Such amusing episodes come welcome in this grimly tragic story. But, indeed, it is remarkable to note how our countrymen, at the worst, never quite lost their sense of humour. Some singular proofs of Mark Tapleyish spirit, under depressing circumstances, are supplied by Mr. J.W. Sherer's narrative, incorporated in Colonel Maude's recent Memoirs of the Mutiny. Mr. Sherer, like Edwards, had to run from his post, and came near to sharing the same woes, but while the latter's book might be signed Il Penseroso, the other is all L'Allegro. Looking over Indian papers of that day, among the most dismaying news and the most painful rumours, one finds squibs in bad verse and rough jokes, not always in the best taste, directed against officers who seemed wanting in courage, or stations where the community had given way to ludicrous panic without sufficient cause. Some unintended absurdities appear, also, due no doubt to native compositors or to extraordinary haste, as when one newspaper declares that a certain regiment has "covered itself with immoral glory!"

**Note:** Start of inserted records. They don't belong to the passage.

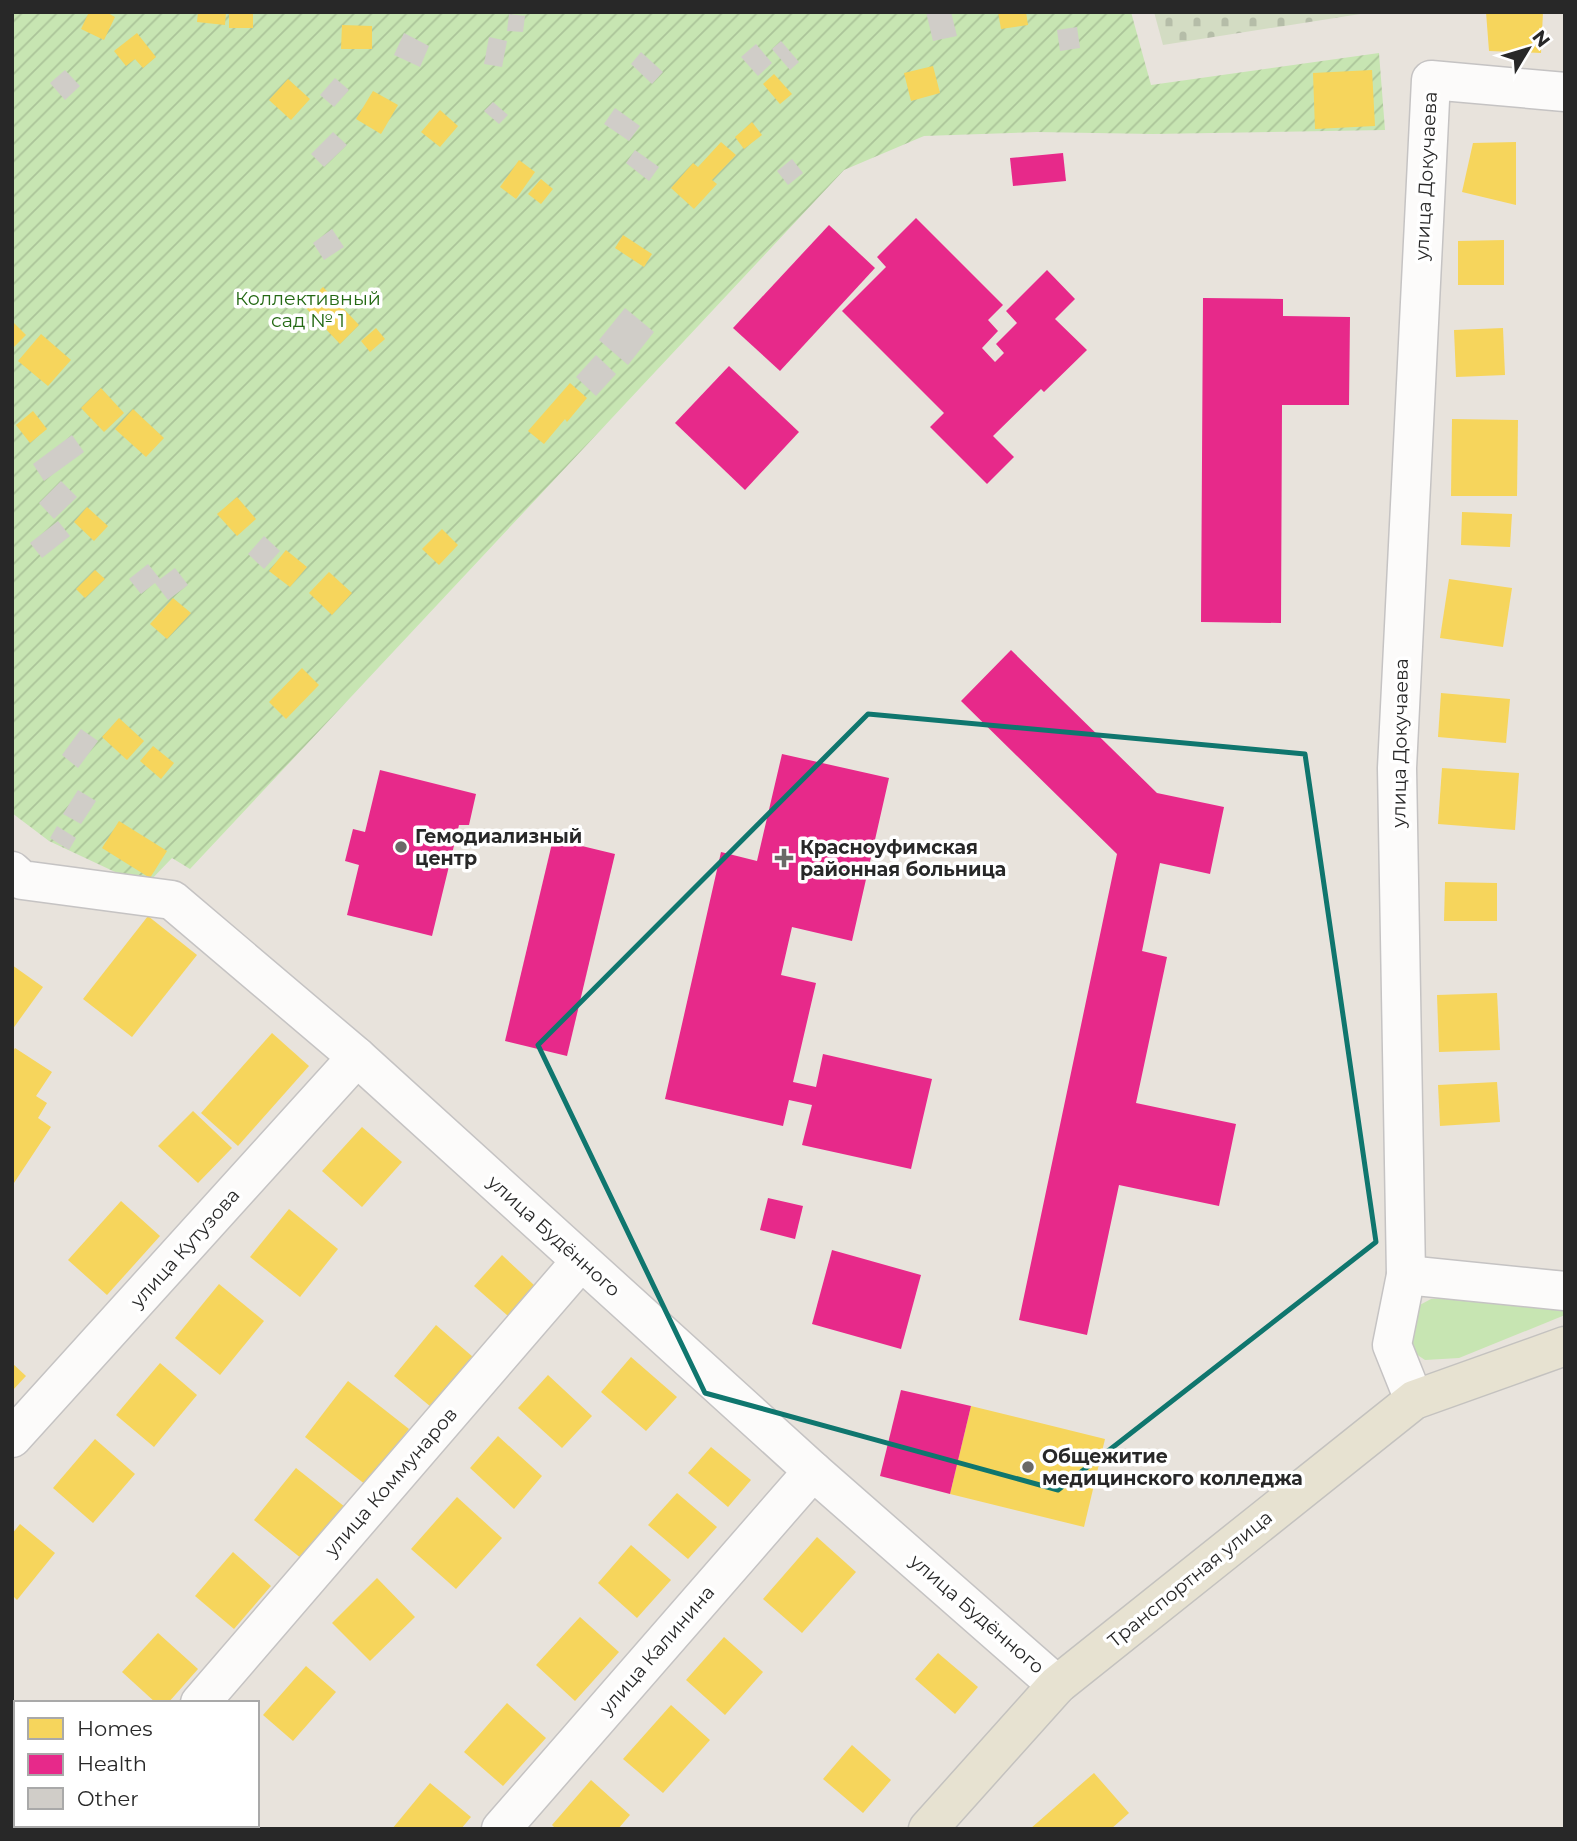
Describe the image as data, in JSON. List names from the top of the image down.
{
  "streets": {
    "main road": ["Транспортная улица"],
    "street": [
      "улица Докучаева",
      "улица Будённого",
      "улица Кутузова",
      "улица Коммунаров",
      "улица Калинина"
    ]
  },
  "crossings": [
    ["улица Докучаева", "Транспортная улица"],
    ["улица Будённого", "улица Кутузова"],
    ["улица Будённого", "улица Коммунаров"],
    ["улица Будённого", "Транспортная улица"],
    ["улица Будённого", "улица Калинина"]
  ],
  "parks": ["Коллективный сад № 1"],
  "places": {
    "other": ["Гемодиализный центр", "Общежитие медицинского колледжа"],
    "health": ["Красноуфимская районная больница"]
  },
  "legend": ["Homes", "Health", "Other"],
  "north": "top right"
}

On the whole, however, editors were more disposed to be bloodthirsty than facetious. After forty years have put us in a position to look more calmly on that welter of hate and dread, one reads with a smile how fiercely the men of pen and ink called out for prompt action, for rapid movements, for ruthless severities—why was not Delhi taken at once?—why were reinforcements not hurried up to this point or that?—what was such and such an officer about that he did not overcome all resistance as easily as it could be done on paper? The time was now at hand, when these remonstrances could be made with less unreason. The rebellion had been fairly got under with the fall of Delhi; and the rest would mainly be a matter of patience and vigilance, though at one point the flames still glowed in perilous conflagration.
FOOTNOTES:
[4] When the Highlanders first appeared in India, a report is said to have spread among the natives that English men running short, we had sent our women into the field; but the prowess of the new warriors soon corrected that misapprehension.
THE DEFENCE OF LUCKNOW
The focus of the insurrection was now at Lucknow, where ever since the end of June the Residency defences had been besieged by the rebels of Oudh, and thus most serviceably kept engaged a host of fighters, who might else have marched to turn the wavering scale at Delhi. Apart from its practical result, the gallantry displayed, both by the much-tried garrison and by two armies which successfully broke through to their aid, has marked this defence as one of the principal scenes of the Indian Mutiny and one of the most stirring episodes in modern history. Some of the closing scenes of the war, also, long after the Residency had been gloriously abandoned, came to be enacted round the same spot, for ever sacred to English valour.